Mastosit dan basofil melepaskan isinya yang berupa granula yang
menimbulkan reaksi pada paparan ulang. Pada kesempatan lain masuk alergen
yang sama ke dalam tubuh. Alergen yang sama tadi akan diikat oleh Ig E
spesifik dan memicu terjadinya reaksi segera yaitu pelepasan mediator
vasoaktif antara lain histamin, serotonin, bradikinin dan beberapa bahan
vasoaktif lain dari granula yang di sebut dengan istilah preformed mediators.
Ikatan antigen-antibodi merangsang degradasi asam arakidonat dari
membran sel yang akan menghasilkan leukotrien (LT) dan prostaglandin (PG)

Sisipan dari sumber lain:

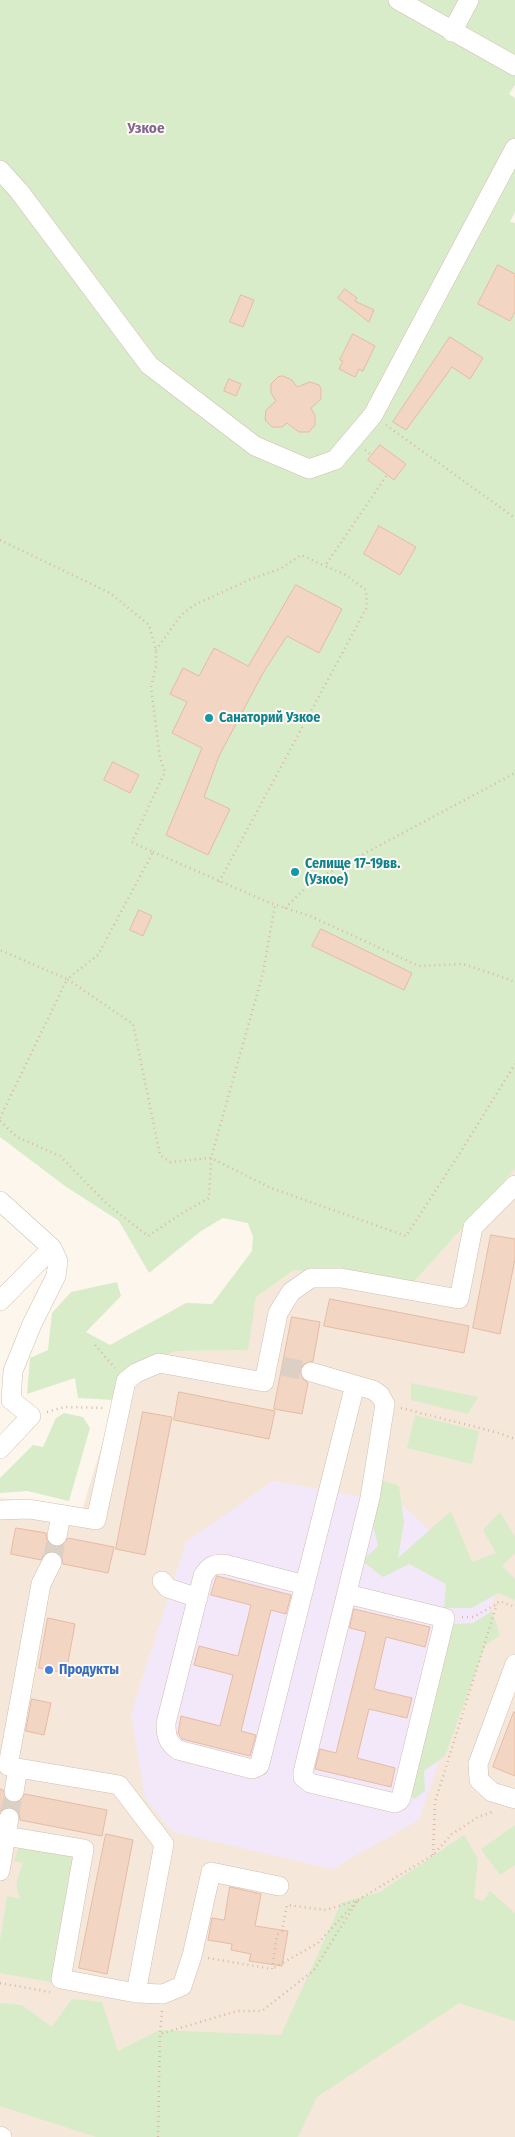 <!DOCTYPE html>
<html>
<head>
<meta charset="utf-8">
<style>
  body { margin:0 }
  canvas { display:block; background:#fdf6ec }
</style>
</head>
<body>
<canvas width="515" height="2137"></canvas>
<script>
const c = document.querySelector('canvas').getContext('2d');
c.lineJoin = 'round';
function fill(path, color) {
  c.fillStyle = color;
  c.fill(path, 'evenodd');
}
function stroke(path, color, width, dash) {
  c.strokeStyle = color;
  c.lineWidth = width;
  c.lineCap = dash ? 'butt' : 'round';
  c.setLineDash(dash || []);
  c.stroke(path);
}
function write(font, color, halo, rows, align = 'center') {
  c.font = font + ' "Fira Sans Condensed",sans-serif';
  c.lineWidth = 4;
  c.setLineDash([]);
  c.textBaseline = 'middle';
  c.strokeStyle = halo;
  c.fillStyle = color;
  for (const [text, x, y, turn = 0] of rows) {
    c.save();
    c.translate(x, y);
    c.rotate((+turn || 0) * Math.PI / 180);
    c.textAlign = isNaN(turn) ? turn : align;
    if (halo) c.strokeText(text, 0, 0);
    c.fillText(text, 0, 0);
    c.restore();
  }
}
const residential = new Path2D(`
  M515,1169v968h-515v-639l82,12 42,-137 52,-22 71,-1 9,-53 38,-27 119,13z`);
const education = new Path2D(`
  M273,1481l128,23 95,88 -77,228 -87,49 -159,-37 -28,-34 -14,-84 55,-172z`);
const green = new Path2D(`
  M0,0h515v85l-6,9 6,4v114l-5,10 5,1v946l-102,114 -119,-13 -38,27 -8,53 -72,1 -52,22 -10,27 -36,-2 -3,-20 -48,16 3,-36 18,-8 4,-37 19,-21 46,-10 4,14 -35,36 24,13 76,-42 26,1 40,-53 1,-14 -5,-14 -25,-5 -22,13 -52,42 -30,-52 -54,-35 -65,-49z
  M411,1383l67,14 -10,17 -57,-14z
  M64,1413l19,4 7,11 -21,73 -42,-10 -27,2v-15l33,-33 10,2 13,-29z
  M415,1415l64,16 -7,33 -65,-16z
  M378,1479l21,7 5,36 -6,36 53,-47 21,51 24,-9 -13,-23 17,-18 15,25v16l-13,13 13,13v21l-17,-7 -26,15h-28l2,-24 -37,-20 -26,13 -21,-16 16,-15 -8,-32z
  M492,1611l8,24 -15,11 -40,110 -21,15 1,20 -11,8 -8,-8 47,-167 20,-1z
  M515,1825v40l-15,10 -19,-26z
  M464,1835l14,24 -4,39 9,3 7,-10 25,22v108l-56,-18 -142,94 -19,40h-202l-96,-31v-103l22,2 30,22 20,-28 30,3 16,49 41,-21 122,5 60,-132 39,-11z
  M33,1843l47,9 -24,131 -56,-10v-32l7,-45 14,3c-8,-12 -3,-24 2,-36l-9,-2 4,-12z`);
const building = new Path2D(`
  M498,265l17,9v38l-5,9 -32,-17z
  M345,289l12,9 -2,3 19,9 -5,12 -31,-24z
  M241,295l13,5 -11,27 -13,-5z
  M353,334l22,12 -12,25 -4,-2 -4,8 -16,-8 4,-8 -3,-1z
  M450,337l33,21 -13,21 -18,-12 -46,63 -13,-8z
  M283,376l9,4 5,7 13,-5 9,3 2,4v10l-10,9 4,8v9l-6,7h-10l-12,-9 -5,4h-10l-7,-7 1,-10 10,-9 -5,-8v-9l7,-7z
  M229,379l12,5 -5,12 -12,-5z
  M380,445l26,19 -12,16 -26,-20z
  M379,526l37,21 -16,28 -36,-21z
  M296,585l46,24 -23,44 -32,-17 -24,37 -44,83 -15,41 26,12 -22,46 -42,-20 36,-87 -30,-15 15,-31 -17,-8 13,-26 16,8 15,-28 34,18z
  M113,762l26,13 -9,18 -26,-13z
  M139,910l13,6 -9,20 -13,-6z
  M321,929l91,44 -8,17 -92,-44z
  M491,1235l24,4v20l-15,75 -27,-6z
  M330,1299l139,27 -5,27 -140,-27z
  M292,1317l28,5 -7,39 -9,3 -4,5 3,10 5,4 -6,31 -28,-5z
  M179,1392l96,19 -6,28 -95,-19z
  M143,1412l29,5 -27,138 -29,-6z
  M16,1528l30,5 1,7 7,7 7,-1 7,-8 46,9 -6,26 -45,-9 -2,-9 -9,-4 -7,2 -4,7 -30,-6z
  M217,1576l74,19 -5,19 -15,-4 -30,121 15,4 -6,21 -68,-17 -4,-6 3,-17 39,10 13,-51 -39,-10 5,-19 39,10 13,-51 -40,-10z
  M354,1609l76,18 -5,20 -39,-10 -12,52 38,9 -5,20 -38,-9 -12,49 38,10 -4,19 -76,-18 5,-20 16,4 30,-121 -16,-4z
  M48,1618l27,6 -9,49 -27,-5z
  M32,1699l19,4 -7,32 -18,-4z
  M514,1712h1v64l-22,-9z
  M0,1789l3,1 4,10 5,3 6,-1 7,-8 82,16 -5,26 -82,-16 -1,-6 -8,-7 -6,1 -5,3z
  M106,1834l27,6 -26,134 -28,-6z
  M230,1887l31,7 -6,32 33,5 -6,35 -33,-5 2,-7 -20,-4 1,-6 -24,-4 4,-22 12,2z`);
const minorTunnel = new Path2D(`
  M282,1366l29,6
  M52,1562l5,-26
  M9,1818l5,-26`);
const path = new Path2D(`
  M386,425l129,93
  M365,450l7,5
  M0,540l110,53 39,32 7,25v16l-5,21 9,71 5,14 -33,70 21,10 -55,103 -31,24 -67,-29
  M156,650l25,-35 13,-10 57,-26 29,-10 21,-14 24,11
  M153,852l117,51 40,13 109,50 44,-2 48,16 4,4
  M219,882l148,-275 -1,-17 -22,-16 -19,-8 62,-91
  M285,908l28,-27 202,-108
  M0,1118l67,-139 66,45 27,131 10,7 41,-4 60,30 135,48 54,-83 55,-89
  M0,1121l17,16 43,19 46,47 42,33 36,-24 25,-14 2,-40 52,-185 12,-69
  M95,1345l20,23
  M401,1408l98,25 16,6
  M47,1412l18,-5 38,1
  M462,1617h11l24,-13 2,-3 16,6
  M433,1855l2,-53 62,-198
  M208,1958l64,11 5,-34 5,-4 5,-26 39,5 32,-10 75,-45 19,-21 26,-17 17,-6
  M0,1983l50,9
  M162,2011l-2,23 77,-23h25l52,-41 44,-70 -40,43 -46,26
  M158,2137l2,-103`);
const minor = new Path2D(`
  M398,0l117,66
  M452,32l17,-32
  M0,170l19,21 130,174 106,81 54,23 26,-9 38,-45 142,-267
  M0,1201l52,47 6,13 -2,15 -24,48 -19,47 -2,29 20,16 -31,33
  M0,1301l52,-53
  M311,1372l62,18 7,5 5,9 -15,94 -67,274v5l7,6 85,20 4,-2 2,-3 44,-180 -98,-24
  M0,1510l29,-1 67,11 30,-139 10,-8 23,-10 105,19 14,-69 13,-21 20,-14h30l118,21 14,-72 42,-42
  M57,1536l4,-21
  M162,1581l6,7 30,10
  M305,1585l-81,-21c-11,0 -15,2 -21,12l-37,147c0,13 1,19 12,27l74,19 7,-3 1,-3 95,-378
  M515,1664l-37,100 1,16 13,12 23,7
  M14,1792l4,-24 -10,-2 33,-182 11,-22
  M0,1835l84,14 -23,130 75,14 28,-149 -45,-59 -101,-17
  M0,1871l9,-53
  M136,1993l27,1 19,-8 10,-30 19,-84 68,14
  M0,2136l2,1`);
const markers = [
  [209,718,5,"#0f9aa8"],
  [295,872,5,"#0f9aa8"],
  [49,1670,5,"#3f7fe0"]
];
const cultureNames = [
  ["Санаторий Узкое",219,718],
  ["Селище 17-19вв.",305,864],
  ["(Узкое)",305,880]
];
const shopNames = [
  ["Продукты",59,1670]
];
const neighbourhoodNames = [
  ["Узкое",146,129]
];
fill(residential, '#f5e8da');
fill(education, '#f3e8fa');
fill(green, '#d8ecc9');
fill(building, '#f3d5c3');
stroke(building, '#e6bba3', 1);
stroke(minorTunnel, '#dcd0c4', 19, [19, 9]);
stroke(minor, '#d1beb0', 20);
stroke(path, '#d9b8a5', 2.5, [1, 4]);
stroke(minor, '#fff', 19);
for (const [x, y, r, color] of markers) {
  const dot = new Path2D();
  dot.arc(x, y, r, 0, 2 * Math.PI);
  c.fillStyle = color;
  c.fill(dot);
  stroke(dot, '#fffaf3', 2);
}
write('bold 14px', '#0d838f', '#fffaf3', cultureNames, 'left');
write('bold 14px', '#366cbe', '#fffaf3', shopNames, 'left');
write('bold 15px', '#846695', '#fffaf3', neighbourhoodNames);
</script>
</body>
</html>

yang terjadi beberapa waktu setelah degranulasi yang disebut newly formed
mediators. Fase efektor adalah waktu terjadinya respon yang kompleks
(anafilaksis) sebagai efek mediator yang dilepas mastosit atau basofil dengan
aktivitas farmakologik pada organ organ tertentu. Histamin memberikan efek
bronkokonstriksi, meningkatkan permeabilitas kapiler yang nantinya
menyebabkan edema, sekresi mucus, dan vasodilatasi. Serotonin
meningkatkan permeabilitas vaskuler dan bradikinin menyebabkan kontraksi
otot polos. Platelet activating factor (PAF) berefek bronkospasme dan
meningkatkan permeabilitas vaskuler, agregasi dan aktivasi trombosit.
Beberapa faktor kemotaktik menarik eosinofil dan neutrofil. Prostaglandin
leukotrien yang dihasilkan menyebabkan bronkokonstriksi.
Vasodilatasi pembuluh darah yang terjadi mendadak menyebabkan
terjadinya fenomena maldistribusi dari volume dan aliran darah. Hal ini
menyebabkan penurunan aliran darah balik sehingga curah jantung menurun
yang diikuti dengan penurunan tekanan darah. Kemudian terjadi penurunan
tekanan perfusi yang berlanjut pada hipoksia ataupun anoksia jaringan yang
berimplikasi pada keaadan syok yang membahayakan penderita.